Understanding who are your customers (and the customers of your competitors and your compliments) is a powerful tool to positively impact many aspects of your business such as marketing, inventory planning, real estate decisions, product development, and more. Making good decisions for your business depends on wielding an accurate understanding of your customers. And having views on the customers of your competitors and your compliments provides even more benefits.

How do businesses typically conduct demographic analysis?

There are broadly 3 methods used today to generate demographic profiles for your business.

  1. Surveys
  2. Marketing data based on emails, phone numbers, or other identity information
  3. Drive-time catchment areas

These methods each have strengths but they all have important limitations.
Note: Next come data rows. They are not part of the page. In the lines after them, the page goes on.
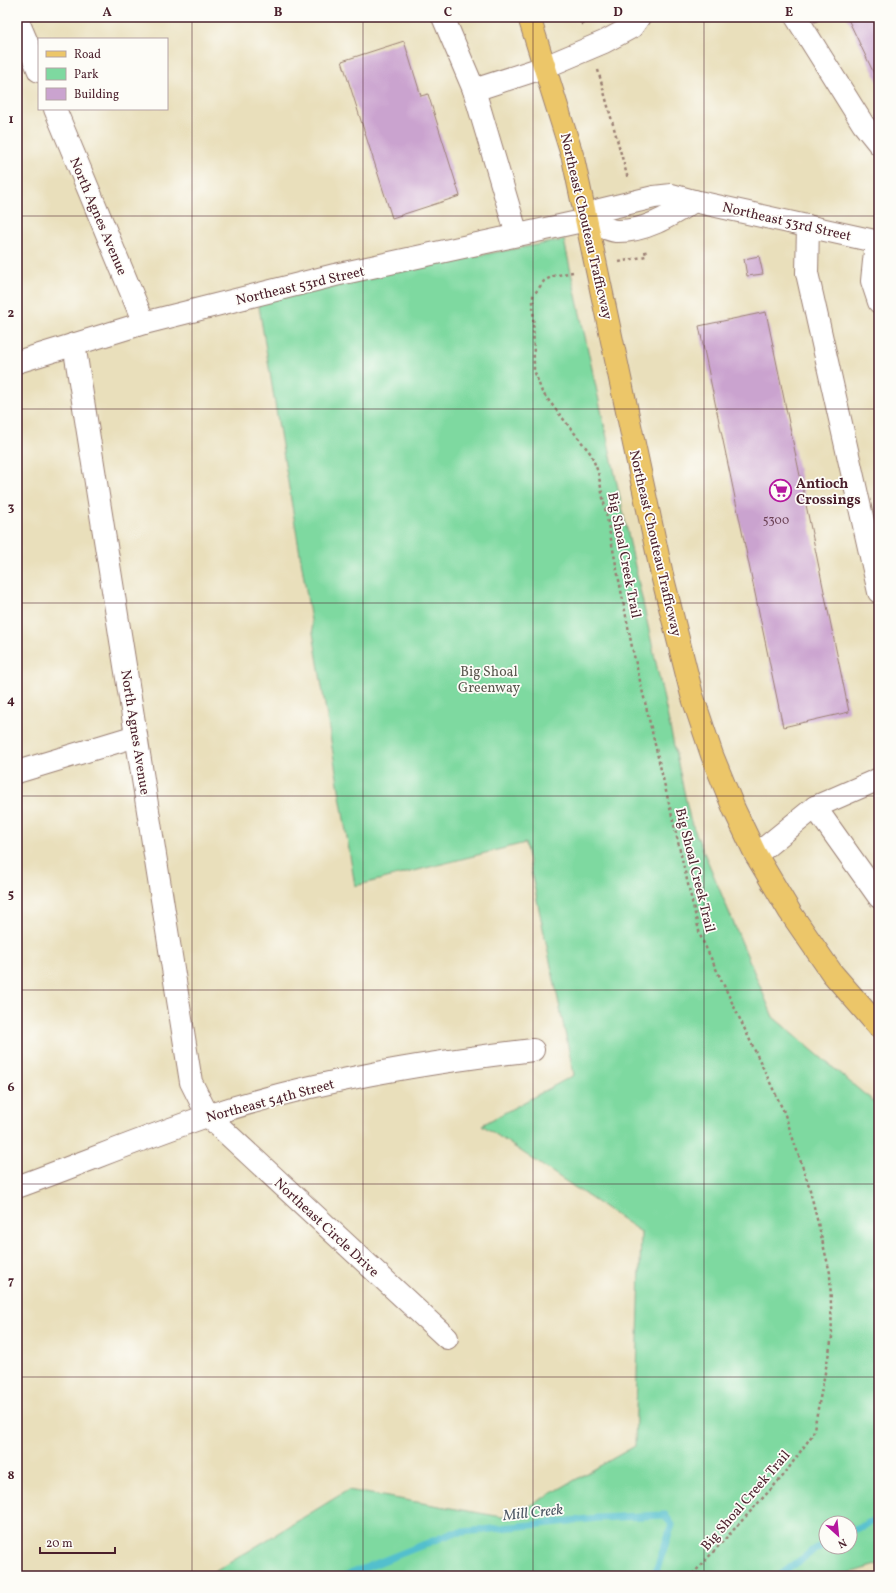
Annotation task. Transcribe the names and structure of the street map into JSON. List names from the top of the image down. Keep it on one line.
{"streets":{"main road":["Northeast Chouteau Trafficway"],"street":["North Agnes Avenue","Northeast 53rd Street","Northeast 54th Street","Northeast Circle Drive"],"path":["Big Shoal Creek Trail"]},"crossings":[["North Agnes Avenue","Northeast 53rd Street"],["North Agnes Avenue","Northeast 54th Street"],["North Agnes Avenue","Northeast Circle Drive"],["Northeast 53rd Street","Northeast Chouteau Trafficway"],["Northeast 54th Street","Northeast Circle Drive"]],"water":["Mill Creek"],"parks":["Big Shoal Greenway"],"places":{"supermarket":["Antioch Crossings"]},"house_numbers":["5300"],"legend":["Road","Park","Building"],"scale_bar":"20 m","north":"bottom right","grid":{"columns":["A","B","C","D","E"],"rows":["1","2","3","4","5","6","7","8"]}}
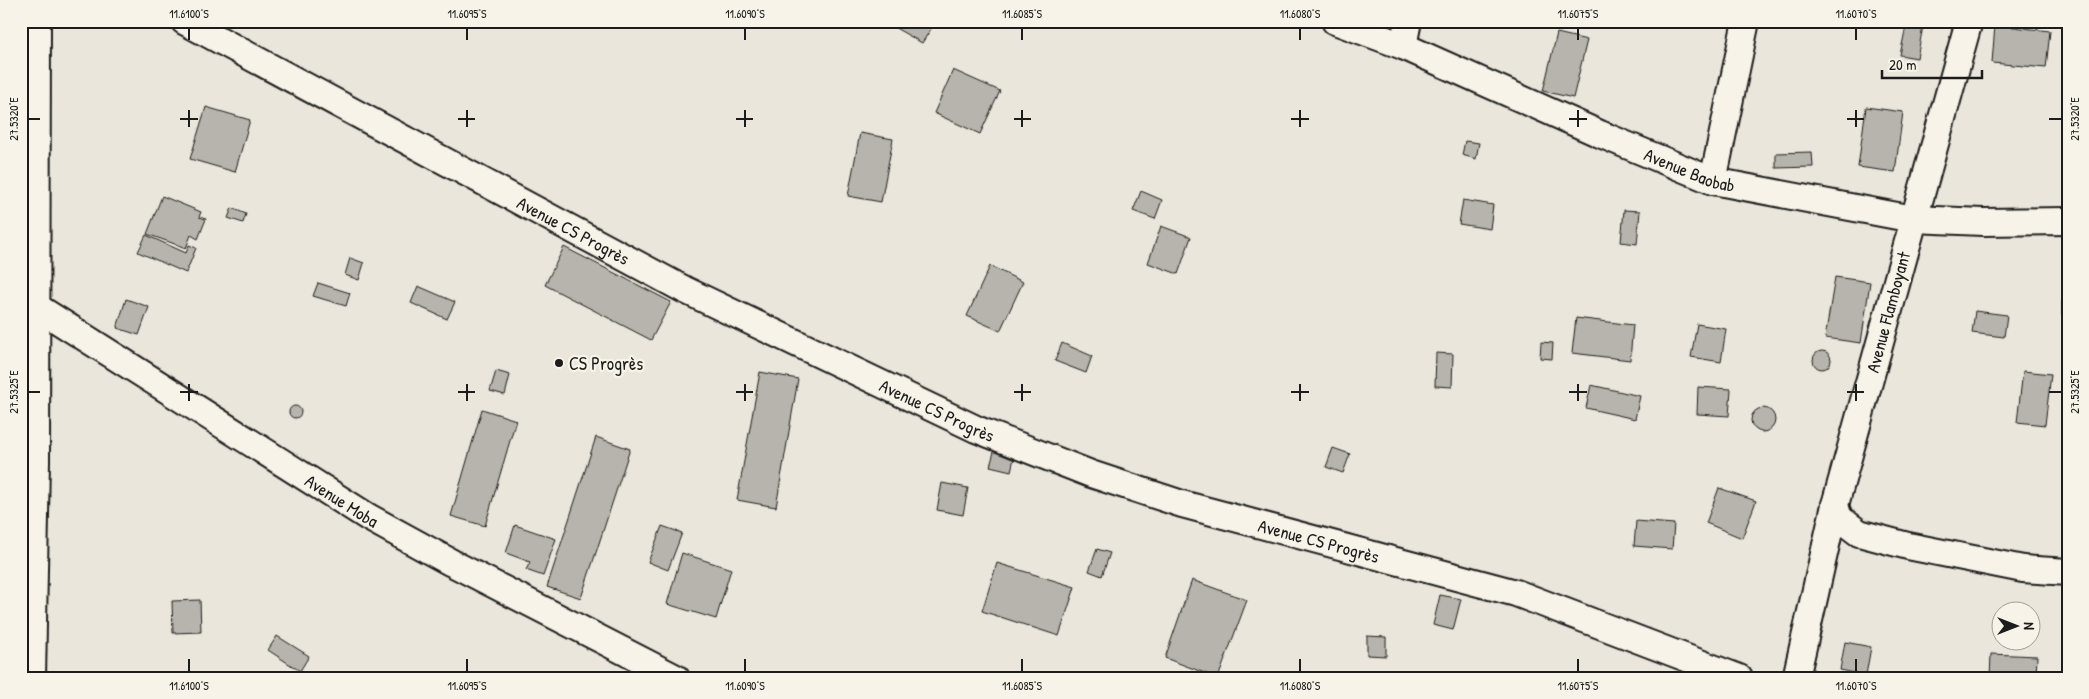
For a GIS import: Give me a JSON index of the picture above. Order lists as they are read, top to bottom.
{
  "streets": {
    "street": [
      "Avenue Baobab",
      "Avenue CS Progrès",
      "Avenue Flamboyant",
      "Avenue Moba"
    ]
  },
  "crossings": [
    ["Avenue Baobab", "Avenue Flamboyant"]
  ],
  "places": ["CS Progrès"],
  "scale_bar": "20 m",
  "north": "right",
  "coordinates": [
    "11.6100°S",
    "11.6095°S",
    "11.6090°S",
    "11.6085°S",
    "11.6080°S",
    "11.6075°S",
    "11.6070°S",
    "27.5320°E",
    "27.5325°E"
  ]
}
Surveys are costly, time-consuming, and it is difficult to get good coverage (survey completion rates are low). You also have to worry about sampling bias for who actually completes the survey. Did only my most loyal customers complete the survey?
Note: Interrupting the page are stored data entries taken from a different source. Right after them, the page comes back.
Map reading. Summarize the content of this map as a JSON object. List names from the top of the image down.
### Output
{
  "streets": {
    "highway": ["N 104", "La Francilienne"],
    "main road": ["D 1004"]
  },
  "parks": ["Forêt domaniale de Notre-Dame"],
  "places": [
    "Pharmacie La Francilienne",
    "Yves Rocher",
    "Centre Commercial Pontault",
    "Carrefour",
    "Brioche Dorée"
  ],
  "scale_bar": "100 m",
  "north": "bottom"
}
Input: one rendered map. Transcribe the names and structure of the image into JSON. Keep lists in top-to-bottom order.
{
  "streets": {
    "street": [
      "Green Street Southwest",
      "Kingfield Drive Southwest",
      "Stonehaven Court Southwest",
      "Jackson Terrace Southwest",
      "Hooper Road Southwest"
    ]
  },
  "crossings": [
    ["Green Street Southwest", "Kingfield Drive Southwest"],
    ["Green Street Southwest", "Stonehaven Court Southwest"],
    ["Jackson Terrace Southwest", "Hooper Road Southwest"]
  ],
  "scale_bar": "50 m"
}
Surveys are costly, time-consuming, and it is difficult to get good coverage.

Marketing Data typically starts with customer loyalty programs that collect email addresses, phone numbers or other identity information directly from customers. Then you purchase marketing datasets tied to these identifiers. There are a few problems. First, opt-in loyalty members represent a small and probably skewed slice of your customer base, so you have to worry about sampling bias. Second, the data is expensive. Third, marketing data are not very accurate anyway. Bummer.

Marketing data relies on identity-matching to your first-party data and can be skewed and inaccurate.

Marketing data relies on identity-matching to your first-party data and can be skewed and inaccurate.

Drive-time catchment areas put a pin on a map for the location of your business, then analyze all of the census demographic data for all homes located within a 15-minute driving distance of your business. These are powerful GIS approaches to studying demographics. The limitation is that they assume people only visit businesses geographically near their homes. What about people that commute to work and visit businesses near their work locations? What about high tourist areas? Furthermore, these methods cannot capture the nuances of customer segmentation within geographic areas.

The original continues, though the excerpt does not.